Wednesday, January 30, 2019
The Accommodation Doctrine – More Court Action
Over the past three years, I have written on a couple of occasions about the accommodation doctrine – a mineral owner’s right to use the surface estate to drill for and produce minerals. The doctrine requires a balancing of the interests of the surface and mineral owner. But, at least one court has also applied the doctrine to groundwater. Now, a federal appellate court has applied the doctrine to find that vertical drilling on farmland may constitute a trespass.
An update on the accommodation doctrine in the courts – that’s the topic of today’s post.
Land ownership includes two separate estates in land – the surface estate and the mineral estate. The mineral estate can be severed from the surface estate with the result that ownership of the separate estates is in different parties. In some states, the mineral estate is dominant. That means that the mineral estate owner can freely use the surface estate to the extent reasonably necessary for the exploration, development and production of the minerals beneath the surface. If the owner of the mineral estate has only a single method for developing the minerals, many courts will allow that method to be utilized without consideration of its impact on the activities of the surface estate owner. See., e.g., Merriman v. XTO Energy, Inc., 407 S.W.3d 244 (Tex. 2013).
But, under the accommodation doctrine, if alternative means of development are reasonably available that would not disrupt existing activities on the surface those alternative means must be utilized. In other words, the accommodation doctrine applies if the surface owner must establish that the lessee’s surface use precludes (or substantially impairs) the existing surface use, and that the surface owner doesn’t have any reasonable alternative means to continue the current use of the surface estate. For example, in Getty Oil co. v. Jones, 470 S.W.2d 618 (Tex. 1971), a surface estate owner claimed that the mineral estate owner did not accommodate existing surface use. To prevail on that claim, the Getty court determined that the surface owner must prove that the mineral estate owner’s use precluded or substantially impaired the existing surface use, that the surface estate owner had no reasonable alternative method for continuing the existing surface use, and that the mineral estate owner has reasonable development alternatives that would not disrupt the surface use.
Accommodation Doctrine and Water
A question left unanswered in the 1971 decision was whether the accommodation doctrine applied beyond subsurface mineral use to the exercise of groundwater rights. In 2016, the Texas Supreme Court, in Coyote Lake Ranch, LLC v. City of Lubbock, 498 S.W.3d 53 (Tex. Sup. Ct. 2016), held that it did. Thus, according to the Court, the doctrine applies in situations where the owner of the groundwater impairs an existing surface use, the surface owner has no reasonable alternative to continue surface use, and the groundwater owner has a reasonable way to access and produce water while simultaneously allowing the surface owner to use the surface.

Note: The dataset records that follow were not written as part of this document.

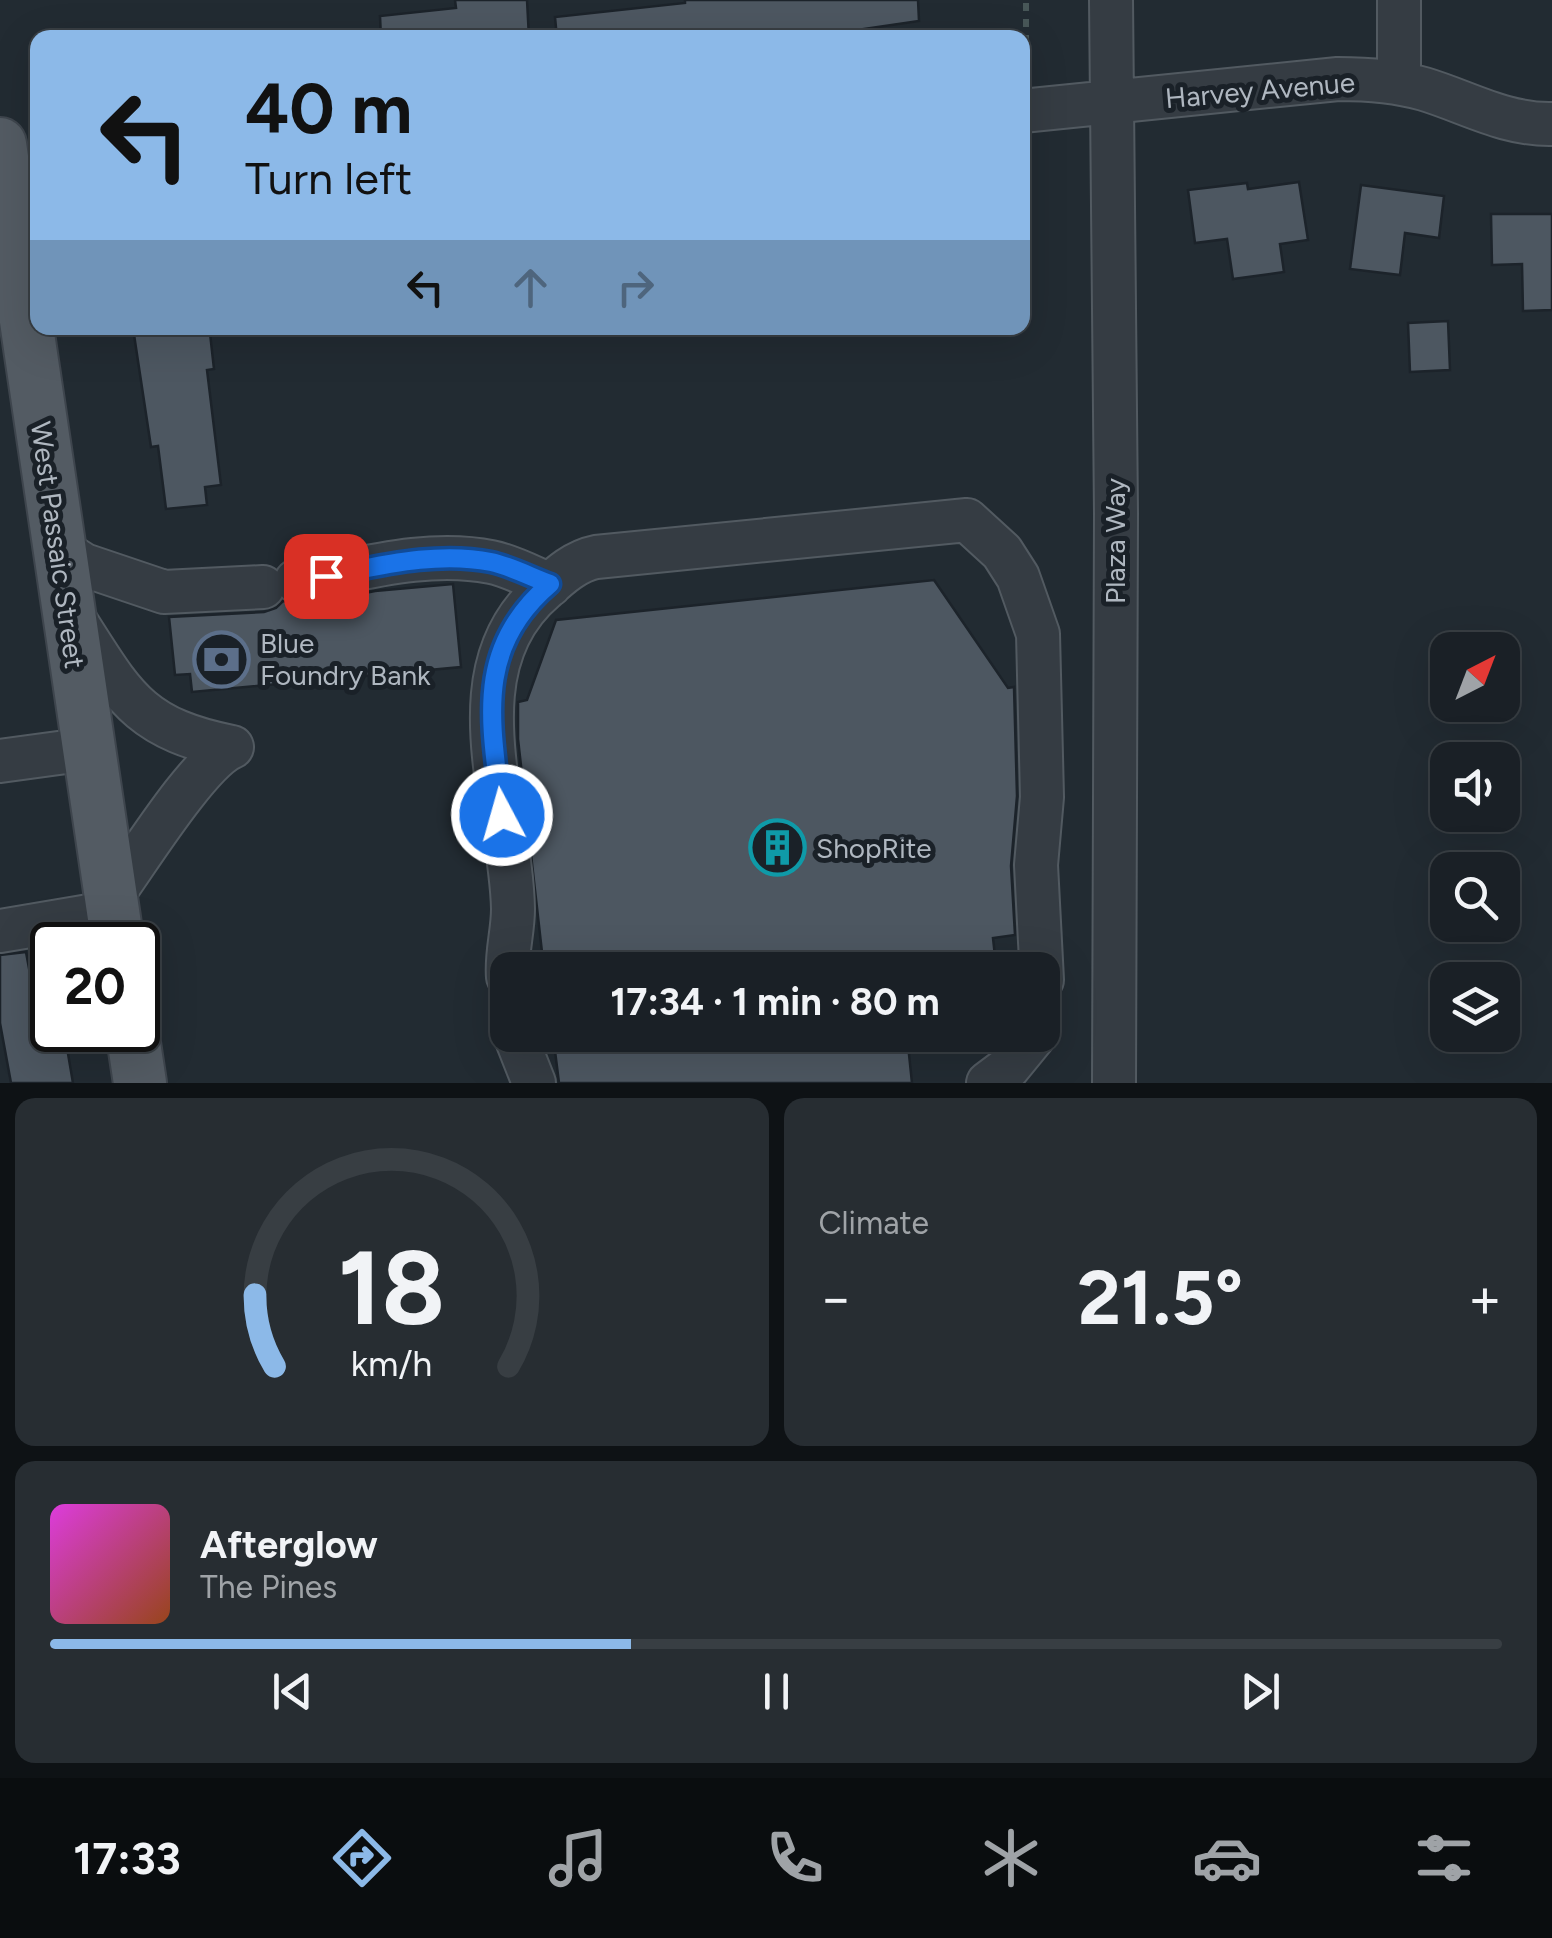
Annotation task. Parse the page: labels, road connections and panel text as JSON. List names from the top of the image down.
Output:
{
  "streets": {
    "main road": ["West Passaic Street"],
    "street": ["Harvey Avenue", "Plaza Way"]
  },
  "crossings": [
    ["Harvey Avenue", "Plaza Way"]
  ],
  "places": {
    "bank": ["Blue Foundry Bank"],
    "building": ["ShopRite"]
  },
  "north": "top right",
  "page": {
    "turn": ["40 m", "Turn left"],
    "limit": "20",
    "trip": "17:34 · 1 min · 80 m",
    "tile": "Climate",
    "heat": ["−", "21.5°", "+"],
    "song": ["Afterglow", "The Pines"],
    "tabs": "17:33",
    "gauge": ["18", "km/h"]
  }
}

The Court held that the language of the deed for the land involved in the litigation governed the rights of the parties, but that the deed didn’t address the core issues presented in the case. For example, the Court determined that the deed was silent on the issue of where drilling could occur and the usage of overhead power lines and facilities associated with water development. The Court determined that water and minerals were sufficiently similar such that the accommodation doctrine should also apply to water – both disappear, can be severed, and are subject to the rule of capture, etc. The Court also concluded that a groundwater estate severed from the surface estate enjoys an implied right to use as much of the surface as is reasonably necessary for the production of groundwater. Thus, unless the parties have a written agreement detailing all of the associated rights and responsibilities of the parties, the accommodation doctrine would apply to resolve disputes and sort out rights.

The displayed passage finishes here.